L’écueil à éviter avec un velours de cette teinte
Dans une petite pièce, un velours foncé (marine, prune, forêt) peut visuellement resserrer l’espace. Mieux vaut réserver les teintes sombres aux volumes déjà généreux, et privilégier les coloris clairs ou pastel dans un studio. Le rendu satiné du velours atténue un peu cet effet, la lumière rebondissant sur les côtes plutôt que d’être absorbée comme sur un tissu mat.
Gabarit compact autour de 180-190 cm : pensé pour les petits volumes.
Teinte foncée à éviter en studio, le velours absorbant déjà une partie de la lumière.
C’est le cœur du sujet sur VeloursGallery. Voyons ce que ce revêtement apporte réellement, et ce qu’il demande en retour.
Ce que ce velours apporte qu’un tissu classique ne donne pas
Le toucher reste l’argument numéro un du velours côtelé : doux, dense, agréable au contact direct de la peau. Il capte la lumière différemment d’un tissu uni, avec ce jeu de côtes qui structure visuellement l’assise. Un tissu chenille ou lin plat n’offrira jamais ce relief.
La composition polyester (100 % selon la fiche) explique en partie ce toucher : la fibre synthétique imite bien le rendu du velours traditionnel, pour un budget contenu. On perd un peu en noblesse de matière, on gagne en facilité d’entretien et en résistance au frottement.
L’entretien au quotidien, ce qu’on oublie souvent de dire
Le velours n’aime pas le frottement. Un coup de brosse douce, toujours dans le sens du poil, suffit à faire disparaître les traces de poussière superficielles. Frotter dans le mauvais sens, ou avec insistance, écrase durablement les côtes et laisse des zones mates.
Aux points d’appui (assise, accoudoirs), le lustrage apparaît plus vite sur un velours polyester que sur un velours de coton plus épais. C’est le revers de la médaille d’un tissu abordable : surveillez ces zones, et évitez de vous asseoir toujours au même endroit si vous pouvez le déplacer occasionnellement.
Velours polyester 100 %, toucher dense et satiné, entretien facile à la brosse douce.
Lustrage aux zones d’appui plus rapide qu’un velours haut de gamme : un compromis budget assumé.
Un dernier point, souvent négligé ailleurs : dire clairement à qui ce canapé ne convient pas.
Pour qui ce canapé est une bonne idée
Le Harry s’adresse à qui cherche un appoint couchage occasionnel, dans un studio ou une petite chambre d’amis.
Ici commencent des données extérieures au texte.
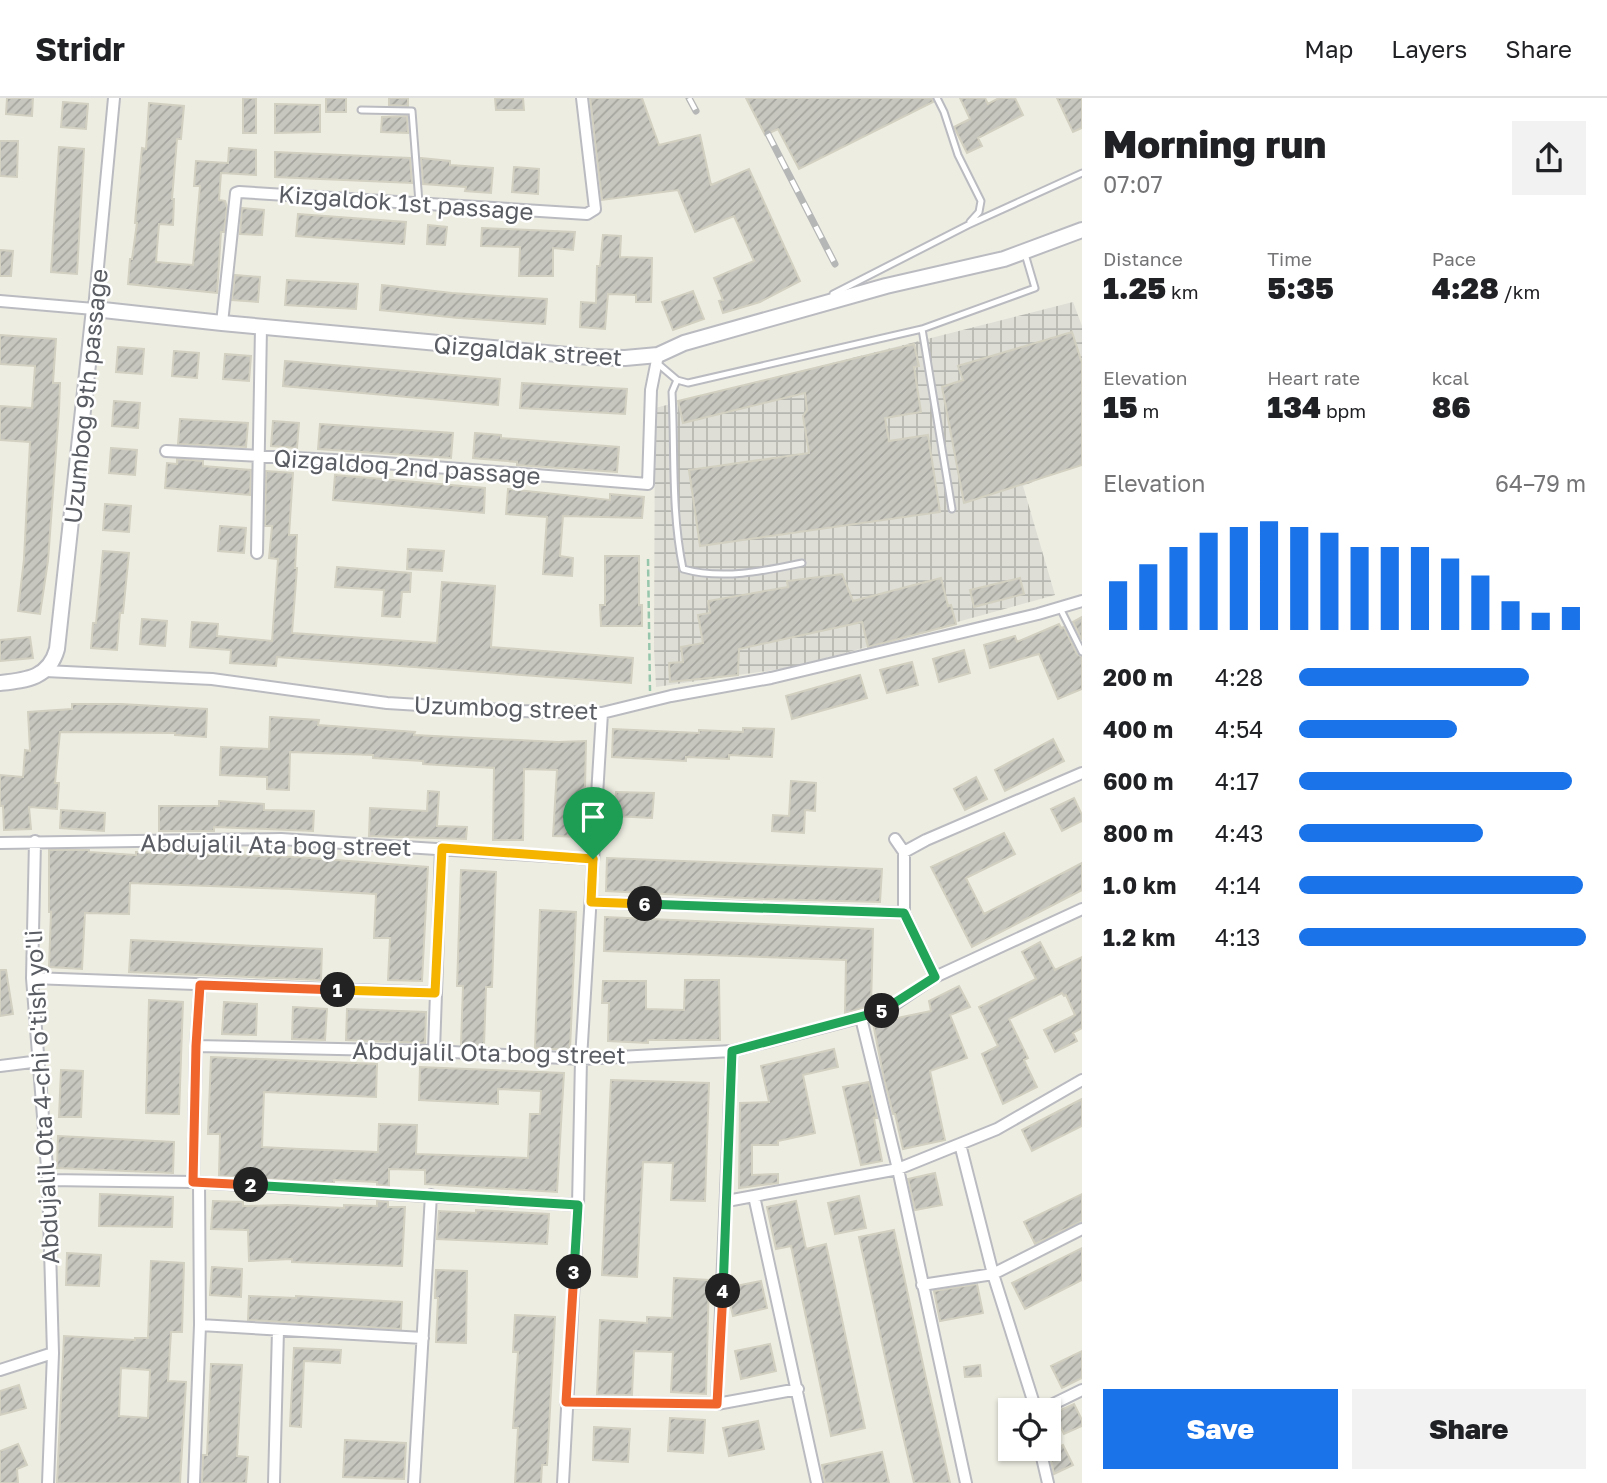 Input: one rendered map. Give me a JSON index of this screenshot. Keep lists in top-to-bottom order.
{
  "streets": {
    "street": [
      "Kizgaldok 1st passage",
      "Qizgaldak street",
      "Uzumbog 9th passage",
      "Qizgaldoq 2nd passage",
      "Uzumbog street",
      "Abdujalil Ata bog street",
      "Abdujalil Ota bog street",
      "Abdujalil Ota 4-chi o'tish yo'li"
    ]
  },
  "crossings": [
    ["Kizgaldok 1st passage", "Qizgaldak street"],
    ["Qizgaldak street", "Uzumbog 9th passage"],
    ["Qizgaldak street", "Qizgaldoq 2nd passage"],
    ["Uzumbog 9th passage", "Uzumbog street"],
    ["Abdujalil Ata bog street", "Abdujalil Ota 4-chi o'tish yo'li"]
  ],
  "page": {
    "header": "Stridr",
    "nav": ["Map", "Layers", "Share"],
    "heading": ["Morning run", "07:07"],
    "stats": [
      ["Distance", "1.25 km"],
      ["Time", "5:35"],
      ["Pace", "4:28 /km"],
      ["Elevation", "15 m"],
      ["Heart rate", "134 bpm"],
      ["kcal", "86"]
    ],
    "chart": ["Elevation", "64–79 m"],
    "list": [
      {
        "name": "200 m",
        "note": "4:28"
      },
      {
        "name": "400 m",
        "note": "4:54"
      },
      {
        "name": "600 m",
        "note": "4:17"
      },
      {
        "name": "800 m",
        "note": "4:43"
      },
      {
        "name": "1.0 km",
        "note": "4:14"
      },
      {
        "name": "1.2 km",
        "note": "4:13"
      }
    ],
    "pins": [
      "6",
      "1",
      "5",
      "2",
      "3",
      "4"
    ],
    "buttons": ["Save", "Share"]
  }
} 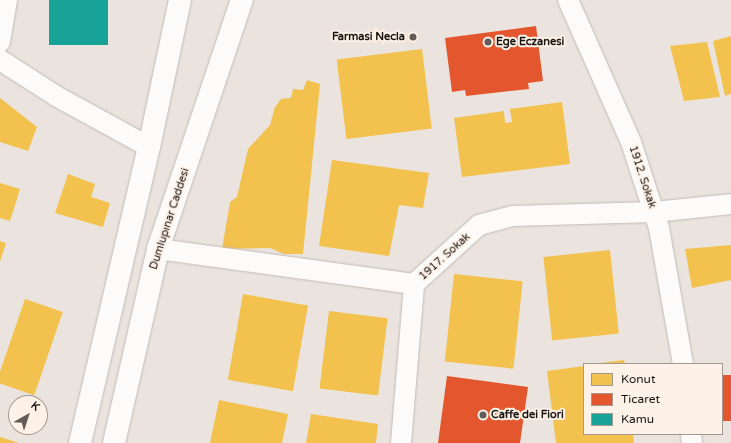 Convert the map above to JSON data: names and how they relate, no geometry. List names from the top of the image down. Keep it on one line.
{"streets":{"street":["1912. Sokak","Dumlupınar Caddesi","1917. Sokak"]},"crossings":[["1912. Sokak","1917. Sokak"],["Dumlupınar Caddesi","1917. Sokak"]],"places":["Farmasi Necla","Ege Eczanesi","Caffe dei Fiori"],"legend":["Konut","Ticaret","Kamu"],"north":"top right"} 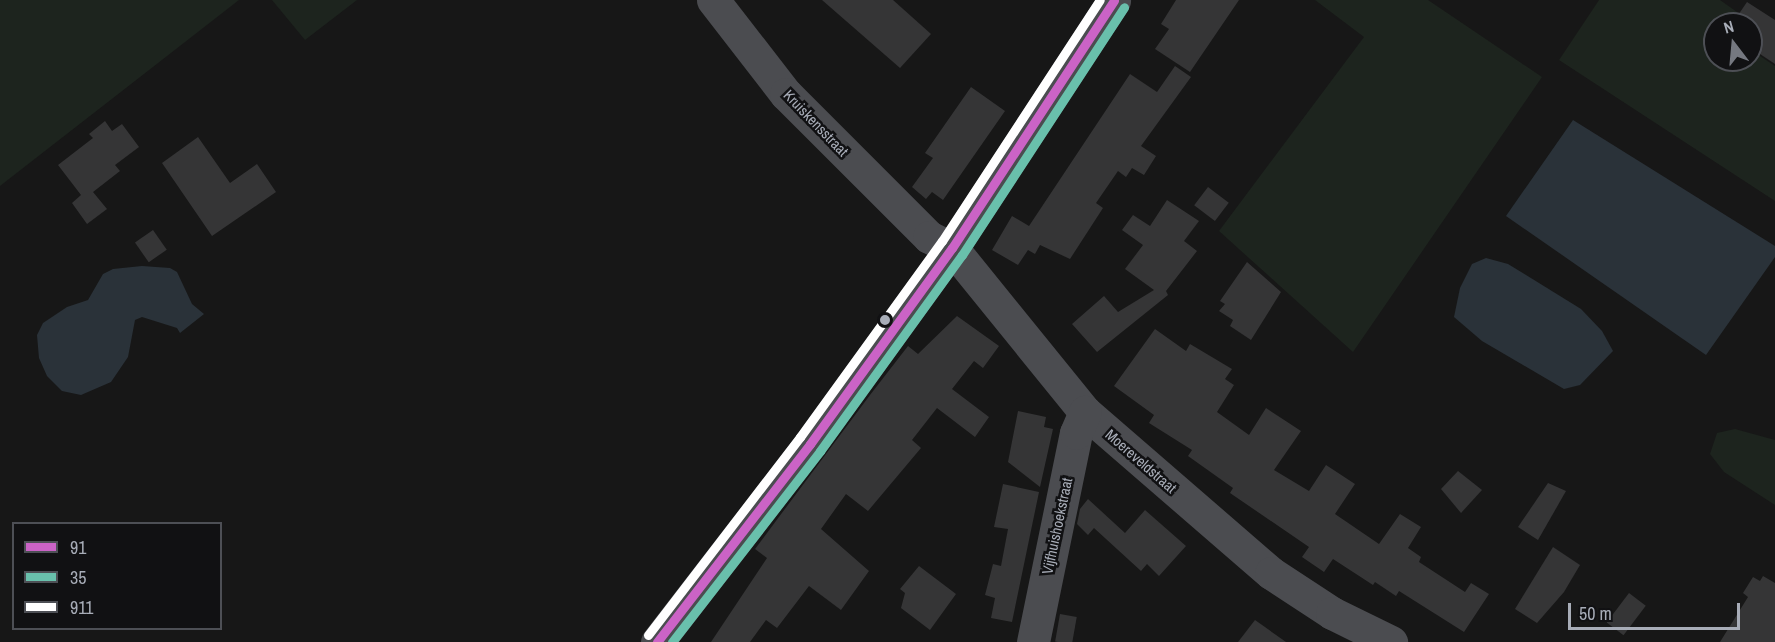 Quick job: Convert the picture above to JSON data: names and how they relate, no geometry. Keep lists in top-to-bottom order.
{
  "streets": {
    "street": ["Kruiskensstraat", "Moereveldstraat", "Vijfhuishoekstraat"]
  },
  "crossings": [
    ["Kruiskensstraat", "Moereveldstraat"],
    ["Moereveldstraat", "Vijfhuishoekstraat"]
  ],
  "lines": ["transit line 91", "transit line 911", "transit line 35"],
  "legend": ["91", "35", "911"],
  "scale_bar": "50 m",
  "north": "top"
} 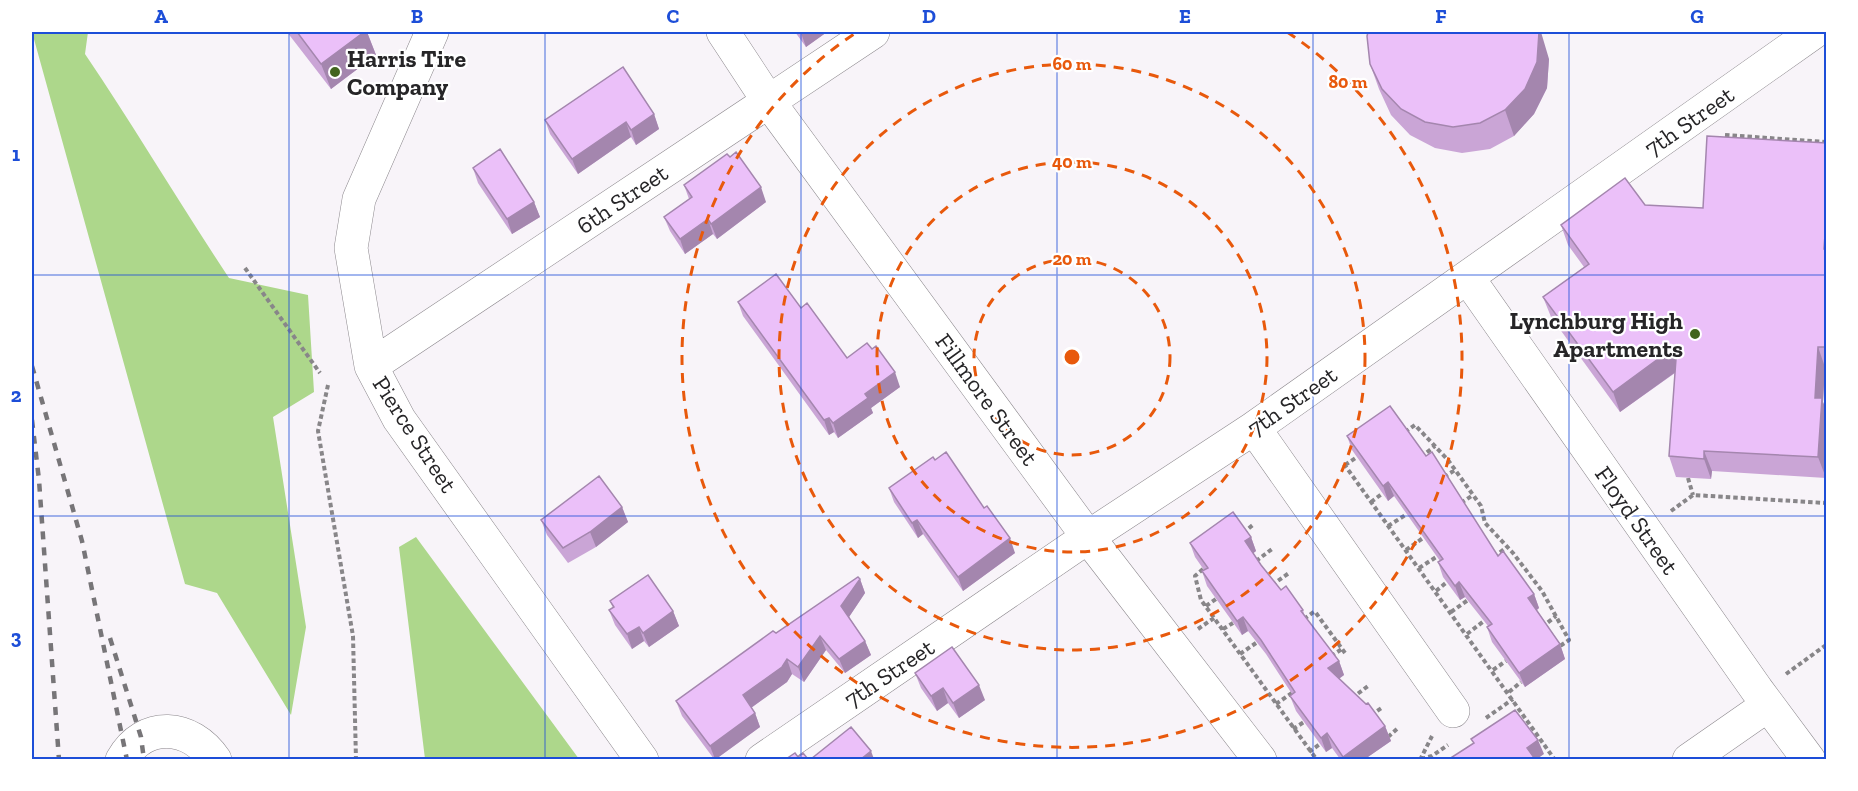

Le budget contenu, le format compact et la palette de couleurs généreuse en font un choix cohérent pour un premier appartement ou une pièce secondaire.
Les amateurs de velours qui découvrent la matière sans vouloir investir lourd y trouveront un bon point d’entrée, sans s’engager sur un revêtement haut de gamme.
Pour qui ce n’est clairement pas fait
Ceux qui cherchent un canapé-lit pour un usage quotidien devront regarder ailleurs : la mousse du couchage ne tiendra pas la distance. De même, une famille nombreuse ou des amateurs de grandes assises généreuses trouveront la troisième place trop étroite.
Enfin, si vous êtes attaché à un velours de coton dense et à son grain plus noble, le polyester du Harry vous paraîtra vite un peu plat au toucher, surtout après quelques mois d’usage.
Idéal en appoint couchage pour petit espace : studio, chambre d’amis, budget serré.
À éviter pour un usage quotidien ou une recherche de velours haut de gamme.